> **What is expected**
For each line in the records that contains "strokeStyle", make a copy.

[Collected data entries]
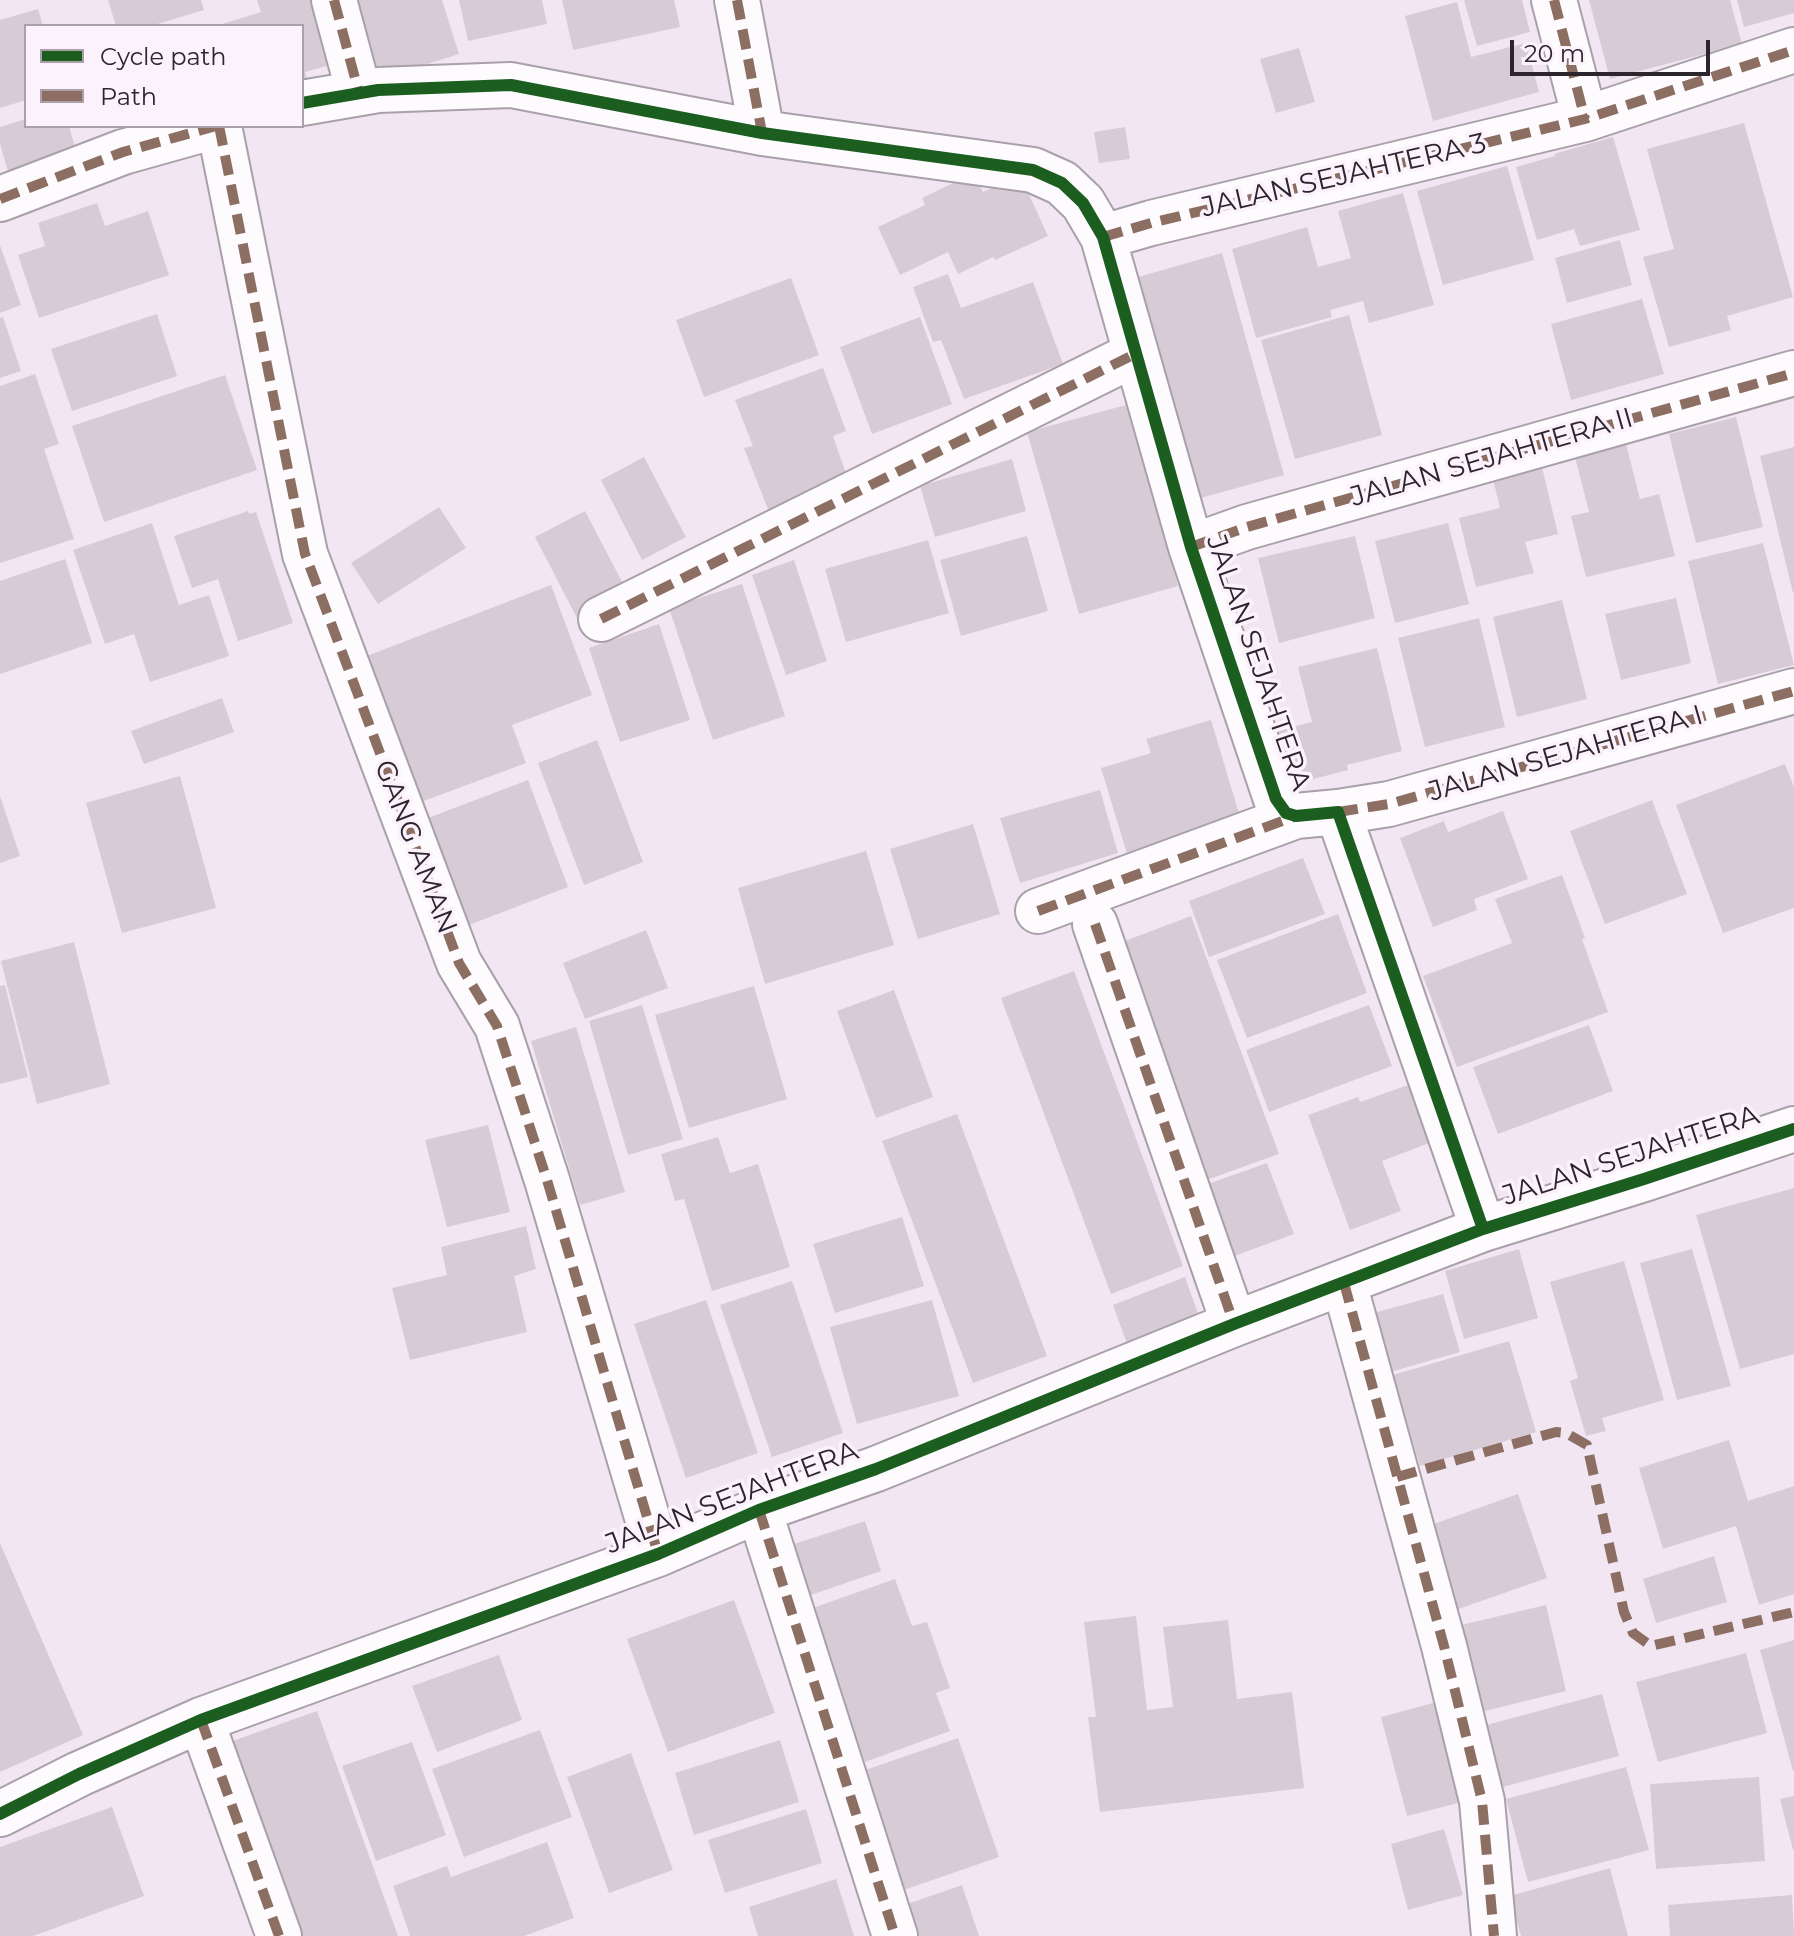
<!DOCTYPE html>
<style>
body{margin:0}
#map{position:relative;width:1794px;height:1936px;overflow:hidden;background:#f2e6f3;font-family:Montserrat,sans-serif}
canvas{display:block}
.legend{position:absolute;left:24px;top:24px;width:280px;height:104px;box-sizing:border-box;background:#fcf2fc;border:2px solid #a9a0aa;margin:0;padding:10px 14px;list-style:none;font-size:24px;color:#2d252e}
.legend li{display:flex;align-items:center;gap:16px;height:40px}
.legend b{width:40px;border:2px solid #a9a0aa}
.scale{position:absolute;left:1510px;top:40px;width:200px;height:36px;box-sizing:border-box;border:4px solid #2d252e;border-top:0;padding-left:10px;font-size:24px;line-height:28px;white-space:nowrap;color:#2d252e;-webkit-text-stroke:6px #fcf2fc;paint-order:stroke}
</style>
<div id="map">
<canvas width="1794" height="1936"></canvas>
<ul class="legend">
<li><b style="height:10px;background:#1b5e20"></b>Cycle path</li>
<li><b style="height:10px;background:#8d6e63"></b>Path</li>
</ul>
<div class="scale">20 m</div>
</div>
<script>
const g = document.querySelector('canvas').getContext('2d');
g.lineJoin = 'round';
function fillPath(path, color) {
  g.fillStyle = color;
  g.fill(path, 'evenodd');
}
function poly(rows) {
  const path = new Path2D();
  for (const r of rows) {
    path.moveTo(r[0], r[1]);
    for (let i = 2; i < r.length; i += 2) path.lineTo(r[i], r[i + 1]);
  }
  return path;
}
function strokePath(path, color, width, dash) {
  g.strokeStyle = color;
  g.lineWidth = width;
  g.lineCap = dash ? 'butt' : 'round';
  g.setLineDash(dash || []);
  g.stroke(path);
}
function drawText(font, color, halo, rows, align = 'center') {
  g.font = font + ' Montserrat,sans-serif';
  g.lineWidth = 7;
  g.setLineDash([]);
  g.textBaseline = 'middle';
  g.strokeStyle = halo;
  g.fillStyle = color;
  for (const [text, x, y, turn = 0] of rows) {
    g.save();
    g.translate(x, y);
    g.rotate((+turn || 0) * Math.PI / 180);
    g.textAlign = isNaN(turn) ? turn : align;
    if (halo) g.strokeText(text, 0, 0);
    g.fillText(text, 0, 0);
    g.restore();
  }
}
const building = poly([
 [108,0,201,0,204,10,151,26,116,26],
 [257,0,322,0,341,62,305,72,311,90,302,92,302,26,216,26,261,12],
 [346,0,442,0,459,54,371,82],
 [459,0,542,0,547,24,468,41],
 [562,0,674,0,680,27,573,50],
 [1464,0,1522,0,1530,32,1477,46],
 [1589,0,1730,0,1742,44,1610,79],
 [1737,0,1794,0,1794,13,1744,27],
 [1457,2,1471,57,1526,43,1539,92,1433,121,1405,16],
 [38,9,43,26,26,26,26,100,0,108,0,20],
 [1299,48,1315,102,1276,113,1260,59],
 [26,119,26,126,69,126,79,162,11,182,0,144,0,127],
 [1744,123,1793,297,1727,316,1731,330,1669,347,1643,257,1674,249,1647,149],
 [1125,127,1130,159,1099,163,1094,132],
 [1613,137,1640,230,1580,246,1574,229,1537,240,1516,167,1555,156,1554,154],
 [1507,166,1534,260,1443,285,1417,191],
 [974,173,983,192,1020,175,1048,236,995,260,993,257,958,274,948,252,900,275,878,227,925,205,922,198],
 [1403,193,1434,305,1369,323,1363,301,1330,310,1332,317,1256,338,1232,249,1307,227,1318,267,1351,258,1338,211],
 [97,203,105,226,148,211,169,275,39,318,18,255,45,246,38,223],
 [1620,240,1632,285,1567,303,1555,258],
 [0,245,21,305,0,313],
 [1222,253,1284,475,1197,499,1135,278],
 [948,274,961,308,1033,282,1063,364,964,399,941,340,933,342,913,287],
 [791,278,819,355,704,397,676,320],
 [1642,299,1664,374,1571,400,1551,324],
 [157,314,177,376,72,411,51,349],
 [1349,315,1382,435,1295,459,1261,340],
 [3,317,21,371,0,378,0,318],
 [920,317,952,404,872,434,840,347],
 [823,368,846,431,833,436,851,488,771,517,744,448,753,446,735,400],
 [35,374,59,444,44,449,74,539,0,563,0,386],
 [225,375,257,470,104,522,72,426],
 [1126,405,1178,586,1079,614,1027,432],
 [1736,417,1763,527,1696,543,1669,434],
 [1622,428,1640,499,1659,494,1675,556,1586,577,1571,516,1589,512,1571,441],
 [1794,447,1794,592,1793,593,1760,456],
 [644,457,686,537,642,560,601,480],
 [1012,459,1026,511,935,537,920,486],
 [1542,467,1558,534,1525,542,1534,573,1476,587,1459,518,1500,508,1493,479],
 [439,507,466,548,378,604,351,563],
 [248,511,249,514,256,512,293,623,238,641,218,579,192,588,174,536],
 [585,511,628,593,578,620,535,537],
 [152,523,179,605,209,595,229,656,150,682,134,634,105,644,73,550],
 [1448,523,1469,604,1395,623,1375,541],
 [1027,536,1048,611,961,636,940,560],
 [1355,536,1375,618,1279,643,1258,558],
 [928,540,949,613,846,642,825,569],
 [1763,543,1794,665,1718,684,1688,561],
 [65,559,92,643,0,674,0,581],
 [794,560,827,661,786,675,752,575],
 [742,584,785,716,713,740,669,608],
 [551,585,592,695,512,725,526,763,421,802,354,661],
 [1676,598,1691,663,1621,680,1605,614],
 [1562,600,1587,699,1517,717,1493,617],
 [1479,618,1505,727,1425,747,1398,638],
 [659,624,690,720,620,742,589,648],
 [1377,648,1402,751,1347,765,1348,770,1291,785,1277,731,1312,722,1298,667],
 [222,698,234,732,144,764,131,731],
 [1211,720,1243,827,1128,857,1101,768,1151,753,1146,739],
 [597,740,643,862,584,885,538,763],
 [1785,764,1794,787,1794,908,1723,933,1676,805],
 [180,776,216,908,122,933,86,803],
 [528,780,568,887,456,930,415,823],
 [1100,790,1118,853,1020,883,1000,818],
 [0,796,20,856,0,863],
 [1652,800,1687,894,1605,924,1570,831],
 [1503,811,1528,879,1474,899,1477,910,1433,927,1400,838,1444,821,1448,832],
 [973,824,1000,914,918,939,890,849],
 [866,851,894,945,765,984,738,888],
 [1303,858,1325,914,1209,957,1189,901],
 [1562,875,1585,938,1582,939,1608,1012,1457,1067,1423,976,1512,943,1495,899],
 [1338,914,1367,993,1247,1038,1217,960],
 [1191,916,1279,1154,1198,1183,1109,947],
 [646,930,668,988,585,1019,563,963],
 [74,942,110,1084,37,1104,1,961],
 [1074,971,1183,1266,1111,1294,1001,998],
 [5,985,28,1077,0,1084,0,986],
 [754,986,787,1099,689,1128,655,1015],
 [894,990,933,1097,876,1118,837,1011],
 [642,1005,683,1139,628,1155,589,1021],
 [1369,1005,1392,1066,1269,1112,1246,1050],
 [1589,1025,1613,1091,1498,1134,1473,1067],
 [576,1027,625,1192,580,1205,531,1041],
 [1411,1084,1432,1142,1382,1161,1401,1211,1350,1230,1308,1115,1358,1097,1360,1102],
 [957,1114,1047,1356,973,1383,882,1141],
 [488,1125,510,1212,447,1227,425,1140],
 [718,1137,730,1173,758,1164,790,1267,712,1291,684,1199,675,1201,661,1154],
 [1267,1163,1294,1234,1229,1258,1202,1186],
 [1794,1188,1794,1354,1740,1369,1696,1215],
 [902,1217,924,1286,835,1313,813,1244],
 [526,1226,536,1269,514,1276,527,1332,410,1360,392,1288,447,1275,441,1247],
 [1519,1249,1538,1318,1464,1339,1445,1271],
 [1692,1249,1731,1386,1677,1400,1640,1263],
 [1624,1261,1664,1400,1602,1418,1606,1431,1586,1436,1570,1381,1578,1378,1550,1282],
 [1185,1277,1205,1333,1133,1360,1113,1305],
 [792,1281,843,1433,772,1457,720,1305],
 [1443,1294,1460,1352,1383,1374,1366,1315],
 [706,1300,758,1453,686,1478,634,1324],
 [932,1300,959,1396,857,1424,830,1327],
 [1509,1341,1536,1432,1420,1466,1393,1375],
 [1729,1440,1748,1501,1794,1486,1794,1594,1759,1605,1736,1526,1663,1549,1639,1468],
 [1518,1494,1547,1578,1447,1613,1417,1530],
 [865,1521,881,1571,799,1599,782,1548],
 [0,1543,83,1735,0,1772],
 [1714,1556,1727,1602,1656,1623,1643,1579],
 [895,1579,912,1626,927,1622,950,1688,936,1693,950,1731,865,1762,810,1609],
 [734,1600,775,1713,668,1752,627,1639],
 [1546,1605,1566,1691,1481,1712,1461,1625],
 [1136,1616,1147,1710,1173,1707,1163,1627,1228,1620,1237,1699,1292,1692,1304,1788,1100,1812,1088,1717,1096,1717,1084,1622],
 [1794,1640,1794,1771,1793,1771,1760,1650],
 [1746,1653,1767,1733,1658,1762,1636,1682],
 [499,1655,522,1720,437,1752,412,1686],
 [1602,1694,1619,1756,1495,1789,1479,1727],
 [1448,1699,1474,1799,1407,1816,1381,1717],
 [317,1711,398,1936,280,1936,213,1748],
 [540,1730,572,1817,464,1857,432,1769],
 [958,1738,999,1857,895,1893,854,1774],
 [780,1740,799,1802,694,1835,675,1773],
 [412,1742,446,1835,376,1861,342,1766],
 [631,1753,673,1870,609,1893,567,1777],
 [1626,1767,1649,1850,1528,1882,1506,1799],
 [1759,1777,1765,1861,1656,1869,1650,1784],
 [1794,1796,1794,1850,1793,1850,1780,1799],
 [112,1807,144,1896,33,1936,0,1936,0,1847],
 [806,1809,822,1863,725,1893,708,1840],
 [1444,1829,1463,1895,1408,1910,1391,1844],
 [547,1842,574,1918,524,1936,410,1936,393,1886,447,1866,451,1877],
 [1610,1868,1628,1936,1521,1936,1510,1896],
 [836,1879,854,1936,758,1936,749,1907],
 [962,1885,979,1936,906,1936,896,1908],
 [1792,1895,1794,1936,1670,1936,1668,1905]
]);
const minor = poly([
 [334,0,359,93],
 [737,0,762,133],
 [1554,0,1585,119],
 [302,103,378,90,511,85,762,133,1033,170,1062,183,1083,203,1103,237,1191,547,1276,799,1286,813,1296,816,1338,812,1483,1229],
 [219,126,305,554,459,963,497,1026,547,1180,658,1554],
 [0,199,123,152,216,126],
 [1103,237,1151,223,1585,119,1794,50],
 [1191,547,1247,527,1794,373],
 [601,619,1135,354],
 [1338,812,1389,804,1794,691],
 [1038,911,1296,816],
 [1095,924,1234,1324],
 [1344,1283,1444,1646,1482,1801,1494,1936],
 [759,1510,895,1936],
 [201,1720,279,1936],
 [0,1814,79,1774,201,1720,658,1554,759,1510,876,1469,1234,1324,1483,1229,1644,1179,1794,1129]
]);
const quiet = poly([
 [334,0,359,93],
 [737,0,762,133],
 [1554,0,1585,119],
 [219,126,305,554,459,963,497,1026,547,1180,658,1554],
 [0,199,123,152,216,126],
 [1103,237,1151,223,1585,119,1794,50],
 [1191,547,1247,527,1794,373],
 [601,619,1135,354],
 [1338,812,1389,804,1794,691],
 [1038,911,1296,816],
 [1095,924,1234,1324],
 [1344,1283,1444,1646,1482,1801,1494,1936],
 [1397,1477,1556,1432,1566,1433,1587,1445,1624,1612,1633,1633,1651,1646,1794,1612],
 [759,1510,895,1936],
 [201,1720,279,1936]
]);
const cycleway = poly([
 [302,103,378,90,511,85,762,133,1033,170,1062,183,1083,203,1103,237,1191,547,1276,799,1286,813,1296,816,1338,812,1483,1229],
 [0,1814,79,1774,201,1720,658,1554,759,1510,876,1469,1234,1324,1483,1229,1644,1179,1794,1129]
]);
const streetNames = [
 ["JALAN SEJAHTERA 3",1344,176,-13],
 ["JALAN SEJAHTERA II",1492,458,-16],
 ["JALAN SEJAHTERA",1258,663,71],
 ["JALAN SEJAHTERA I",1566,754,-16],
 ["GANG AMAN",415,847,69],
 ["JALAN SEJAHTERA",1631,1156,-18],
 ["JALAN SEJAHTERA",732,1498,-21]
];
fillPath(building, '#d7ccd5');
strokePath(minor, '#a9a0aa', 48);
strokePath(minor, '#fdfbfd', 44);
strokePath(quiet, '#8d6e63', 10, [20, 10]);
strokePath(cycleway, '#1b5e20', 12);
drawText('28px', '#2d252e', '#fcf2fc', streetNames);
</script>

> **Written response**
  g.strokeStyle = color;
  g.strokeStyle = halo;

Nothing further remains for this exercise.